Template models are trained using a standard paradigm similar to ControlNet and LoRA, where trainable side branches are attached to the pretrained base model, with all base-model parameters frozen. Optimization targets the new branches using the original pretraining loss of the base model, preserving the learning objective while transferring task-specific capabilities into the Template pathway. Training is organized into two stages: Stage I executes input processing in a no-gradient pipeline to produce reusable intermediate features that can be aggressively cached; Stage II restricts optimization to the gradient-relevant forward path under training objectives defined on the Template cache. This separation reduces redundant computation and improves training efficiency. The training framework is built on DiffSynth-Studio, which supports the standardized processInputs and forward interfaces. Template models can be trained for diverse tasks, including structural control, brightness and color adjustment, image editing, super-resolution, and local inpainting, each with distinct architectural designs tailored to the control task. For instance, structural control models use an architecture similar to ControlNet but communicate control signals through KV-Cache instead of residual branches, while brightness and color adjustment models follow a lightweight design with positional encoding and fully connected layers. Image editing and super-resolution models use architectures similar to the structural-control model, transferring editing and upscaling capabilities into the Template pathway. Local inpainting models provide soft control and are combined with pipeline-level hard constraints to enforce content preservation outside masked regions. Multiple Template models can be fused effectively within a single generation pipeline, with fusion strategies depending on the cache format: KV-Cache models are fused by concatenating caches along the sequence dimension, while LoRA-based models are fused by concatenating parameters along the rank dimension.

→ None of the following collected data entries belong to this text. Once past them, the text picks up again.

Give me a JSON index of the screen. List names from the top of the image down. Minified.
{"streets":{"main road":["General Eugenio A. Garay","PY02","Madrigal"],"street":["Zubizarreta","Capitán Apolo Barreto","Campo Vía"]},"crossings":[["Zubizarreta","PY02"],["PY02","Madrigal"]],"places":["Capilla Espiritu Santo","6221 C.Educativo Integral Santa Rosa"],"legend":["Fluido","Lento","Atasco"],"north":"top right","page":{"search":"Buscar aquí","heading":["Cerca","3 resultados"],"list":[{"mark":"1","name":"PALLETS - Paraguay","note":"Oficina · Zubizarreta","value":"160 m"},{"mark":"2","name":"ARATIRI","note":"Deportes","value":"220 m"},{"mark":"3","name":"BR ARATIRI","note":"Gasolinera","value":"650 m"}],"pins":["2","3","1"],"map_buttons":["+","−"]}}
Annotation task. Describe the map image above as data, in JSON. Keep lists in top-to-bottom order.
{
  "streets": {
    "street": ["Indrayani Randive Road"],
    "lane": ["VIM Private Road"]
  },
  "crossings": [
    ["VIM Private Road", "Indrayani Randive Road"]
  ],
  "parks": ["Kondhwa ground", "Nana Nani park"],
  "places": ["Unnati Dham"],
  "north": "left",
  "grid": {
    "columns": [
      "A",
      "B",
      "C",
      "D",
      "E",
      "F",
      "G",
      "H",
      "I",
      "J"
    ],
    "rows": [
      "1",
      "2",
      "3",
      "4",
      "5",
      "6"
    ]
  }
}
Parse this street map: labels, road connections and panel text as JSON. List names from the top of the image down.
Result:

When different models emit caches in heterogeneous formats, their modules can be enabled simultaneously without conversion, enabling on-demand loading and supporting the fusion of an arbitrary number of capabilities without significant GPU memory growth.
Experiment
By training diverse Template models on a base diffusion architecture with standardized generation parameters, the experiments validate the framework's expressiveness and extensibility across multiple control domains. Sharpness control demonstrates reliable adjustment of perceptual detail through edge density proxies, while aesthetic alignment successfully translates discrete human preference data into continuous conditioning that enhances composition and generalizes beyond training ranges. Additionally, age control confirms the method's capacity for semantically rich, continuous manipulation of portrait features while preserving identity and quality. Collectively, these results establish Template models as a flexible mechanism for both low-level visual tuning and high-level subjective alignment.